### Work to complete
Write out the data below exactly, beginning with the first line and ending once the line that has "height:6px; margin:-3px; padding:0" is written.

Source data:
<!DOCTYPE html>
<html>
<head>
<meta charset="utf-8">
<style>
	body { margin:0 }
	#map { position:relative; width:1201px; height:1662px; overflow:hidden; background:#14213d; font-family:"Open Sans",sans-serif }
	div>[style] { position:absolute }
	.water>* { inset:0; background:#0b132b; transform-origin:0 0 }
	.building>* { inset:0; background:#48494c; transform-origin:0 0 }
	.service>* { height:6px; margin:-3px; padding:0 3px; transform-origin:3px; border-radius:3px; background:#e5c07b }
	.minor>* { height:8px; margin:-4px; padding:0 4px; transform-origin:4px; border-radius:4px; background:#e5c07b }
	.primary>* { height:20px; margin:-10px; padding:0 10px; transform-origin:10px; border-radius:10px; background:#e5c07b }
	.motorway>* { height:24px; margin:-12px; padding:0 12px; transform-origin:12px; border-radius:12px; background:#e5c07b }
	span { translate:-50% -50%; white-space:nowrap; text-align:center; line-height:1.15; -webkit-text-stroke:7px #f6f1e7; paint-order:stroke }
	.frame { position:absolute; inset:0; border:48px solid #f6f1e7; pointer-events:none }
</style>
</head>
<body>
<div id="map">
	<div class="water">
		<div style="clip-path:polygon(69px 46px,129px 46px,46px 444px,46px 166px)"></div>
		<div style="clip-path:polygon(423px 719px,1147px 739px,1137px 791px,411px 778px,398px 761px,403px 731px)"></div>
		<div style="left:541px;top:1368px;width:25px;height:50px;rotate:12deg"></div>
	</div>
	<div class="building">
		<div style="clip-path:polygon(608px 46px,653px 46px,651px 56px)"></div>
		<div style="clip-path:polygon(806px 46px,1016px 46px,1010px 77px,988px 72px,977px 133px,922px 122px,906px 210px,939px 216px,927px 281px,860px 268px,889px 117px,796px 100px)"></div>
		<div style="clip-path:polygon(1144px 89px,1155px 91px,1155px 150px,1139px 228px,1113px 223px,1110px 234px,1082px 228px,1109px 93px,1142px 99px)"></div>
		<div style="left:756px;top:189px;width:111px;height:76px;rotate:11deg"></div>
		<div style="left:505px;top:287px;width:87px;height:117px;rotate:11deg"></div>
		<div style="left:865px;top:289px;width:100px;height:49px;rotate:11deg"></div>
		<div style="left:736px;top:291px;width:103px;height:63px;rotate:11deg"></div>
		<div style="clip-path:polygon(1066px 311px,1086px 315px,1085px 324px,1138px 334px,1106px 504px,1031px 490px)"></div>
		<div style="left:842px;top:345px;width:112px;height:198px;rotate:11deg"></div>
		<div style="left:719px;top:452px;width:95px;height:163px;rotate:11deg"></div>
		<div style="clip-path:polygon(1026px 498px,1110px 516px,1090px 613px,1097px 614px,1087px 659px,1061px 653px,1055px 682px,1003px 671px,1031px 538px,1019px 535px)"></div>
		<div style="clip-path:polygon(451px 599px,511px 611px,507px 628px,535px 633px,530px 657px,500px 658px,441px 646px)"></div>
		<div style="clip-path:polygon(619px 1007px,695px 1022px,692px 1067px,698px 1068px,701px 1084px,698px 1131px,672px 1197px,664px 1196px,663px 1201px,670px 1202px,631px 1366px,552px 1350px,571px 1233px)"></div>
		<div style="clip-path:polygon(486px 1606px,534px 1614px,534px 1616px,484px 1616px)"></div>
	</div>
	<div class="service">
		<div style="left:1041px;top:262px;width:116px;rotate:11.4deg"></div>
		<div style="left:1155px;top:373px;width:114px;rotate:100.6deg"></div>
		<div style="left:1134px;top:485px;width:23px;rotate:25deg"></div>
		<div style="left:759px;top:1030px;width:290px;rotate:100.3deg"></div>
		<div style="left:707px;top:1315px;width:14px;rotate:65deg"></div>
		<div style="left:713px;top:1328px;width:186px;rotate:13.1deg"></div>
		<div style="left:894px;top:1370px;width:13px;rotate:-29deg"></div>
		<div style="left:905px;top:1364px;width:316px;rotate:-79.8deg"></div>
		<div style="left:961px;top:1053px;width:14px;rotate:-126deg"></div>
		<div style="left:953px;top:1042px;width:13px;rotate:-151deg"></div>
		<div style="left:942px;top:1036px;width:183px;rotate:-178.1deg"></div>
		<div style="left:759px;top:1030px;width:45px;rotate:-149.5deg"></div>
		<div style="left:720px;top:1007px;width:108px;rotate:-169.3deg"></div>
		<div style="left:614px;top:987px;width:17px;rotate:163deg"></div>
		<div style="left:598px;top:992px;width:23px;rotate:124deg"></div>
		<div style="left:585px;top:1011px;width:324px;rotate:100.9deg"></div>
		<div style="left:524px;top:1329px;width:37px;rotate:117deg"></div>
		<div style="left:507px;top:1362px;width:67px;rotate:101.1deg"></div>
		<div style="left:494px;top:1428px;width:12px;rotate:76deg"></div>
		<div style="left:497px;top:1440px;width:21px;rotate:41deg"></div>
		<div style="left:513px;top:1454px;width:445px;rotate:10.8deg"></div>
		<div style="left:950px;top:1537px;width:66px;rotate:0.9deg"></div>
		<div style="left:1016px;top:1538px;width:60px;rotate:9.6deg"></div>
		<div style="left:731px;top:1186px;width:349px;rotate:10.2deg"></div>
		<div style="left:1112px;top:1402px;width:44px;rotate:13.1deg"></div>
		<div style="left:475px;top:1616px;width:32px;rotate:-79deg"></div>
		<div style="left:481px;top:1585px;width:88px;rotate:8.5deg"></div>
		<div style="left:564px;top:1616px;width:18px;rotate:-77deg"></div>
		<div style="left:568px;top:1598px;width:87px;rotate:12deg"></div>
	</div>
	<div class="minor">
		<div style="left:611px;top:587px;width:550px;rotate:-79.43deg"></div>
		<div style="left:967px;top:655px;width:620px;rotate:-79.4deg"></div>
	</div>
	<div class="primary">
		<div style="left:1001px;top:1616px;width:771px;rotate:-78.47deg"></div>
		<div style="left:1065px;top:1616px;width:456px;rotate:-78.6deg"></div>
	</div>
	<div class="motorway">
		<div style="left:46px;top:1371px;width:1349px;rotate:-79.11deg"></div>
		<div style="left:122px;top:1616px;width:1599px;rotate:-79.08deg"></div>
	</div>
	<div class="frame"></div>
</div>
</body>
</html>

### Expected answer
<!DOCTYPE html>
<html>
<head>
<meta charset="utf-8">
<style>
	body { margin:0 }
	#map { position:relative; width:1201px; height:1662px; overflow:hidden; background:#14213d; font-family:"Open Sans",sans-serif }
	div>[style] { position:absolute }
	.water>* { inset:0; background:#0b132b; transform-origin:0 0 }
	.building>* { inset:0; background:#48494c; transform-origin:0 0 }
	.service>* { height:6px; margin:-3px; padding:0 3px; transform-origin:3px; border-radius:3px; background:#e5c07b }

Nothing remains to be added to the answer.